Pregnancy Risk Factor
Ectopic pregnancies, congenital abnormalities, and multiple births have been reported. The incidence of congenital abnormality may be slightly higher after ART than with spontaneous conception; higher incidence may be related to parenteral characteristics (maternal age, sperm characteristics). Follitropin Beta is used for the induction of ovulation; use is contraindicated in women who are already pregnant.
• Discuss specific use of drug and side effects with patient as it relates to treatment. (HCAHPS: During this hospital stay, were you given any medicine that you had not taken before? Before giving you any new medicine, how often did hospital staff tell you what the medicine was for? How often did hospital staff describe possible side effects in a way you could understand?)
• Patient may experience dyspepsia, acne vulgaris, headache, or asthenia. Have patient report immediately to prescriber mastalgia, macromastia, vaginal hemorrhaging, severe injection site irritation, pallor, skin discoloration, signs of ovarian hyperstimulation syndrome (OHSS), or signs of thrombosis (HCAHPS).

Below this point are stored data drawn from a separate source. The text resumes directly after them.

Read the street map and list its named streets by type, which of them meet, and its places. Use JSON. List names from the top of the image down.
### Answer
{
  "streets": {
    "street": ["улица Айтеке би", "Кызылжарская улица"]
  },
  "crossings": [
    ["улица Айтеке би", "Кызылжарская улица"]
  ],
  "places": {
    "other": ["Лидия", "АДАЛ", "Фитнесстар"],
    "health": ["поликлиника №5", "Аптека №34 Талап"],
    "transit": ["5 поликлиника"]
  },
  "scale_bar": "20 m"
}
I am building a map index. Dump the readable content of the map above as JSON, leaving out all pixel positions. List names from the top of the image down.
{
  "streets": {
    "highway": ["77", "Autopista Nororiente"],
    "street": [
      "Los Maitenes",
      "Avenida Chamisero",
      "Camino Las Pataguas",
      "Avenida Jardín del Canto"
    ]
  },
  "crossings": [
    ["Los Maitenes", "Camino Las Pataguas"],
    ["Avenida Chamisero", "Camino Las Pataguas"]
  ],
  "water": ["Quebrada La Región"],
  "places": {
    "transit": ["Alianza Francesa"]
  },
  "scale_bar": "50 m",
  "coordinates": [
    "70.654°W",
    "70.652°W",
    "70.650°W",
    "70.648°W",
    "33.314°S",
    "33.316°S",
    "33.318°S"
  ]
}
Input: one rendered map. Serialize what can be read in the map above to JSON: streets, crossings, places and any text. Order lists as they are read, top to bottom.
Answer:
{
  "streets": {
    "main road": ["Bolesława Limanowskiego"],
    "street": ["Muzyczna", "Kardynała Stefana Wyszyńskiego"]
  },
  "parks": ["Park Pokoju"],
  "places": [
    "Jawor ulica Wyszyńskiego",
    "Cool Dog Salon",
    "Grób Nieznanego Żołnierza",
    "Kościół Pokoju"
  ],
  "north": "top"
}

• Educate patient about signs of a significant reaction (eg, wheezing; chest tightness; fever; itching; bad cough; blue skin color; seizures; or swelling of face, lips, tongue, or throat). Note: This is not a comprehensive list of all side effects. Patient should consult prescriber for additional questions.
Intended Use and Disclaimer: Should not be printed and given to patients. This information is intended to serve as a concise initial reference for healthcare professionals to use when discussing medications with a patient. You must ultimately rely on your own discretion, experience and judgment in diagnosing, treating and advising patients.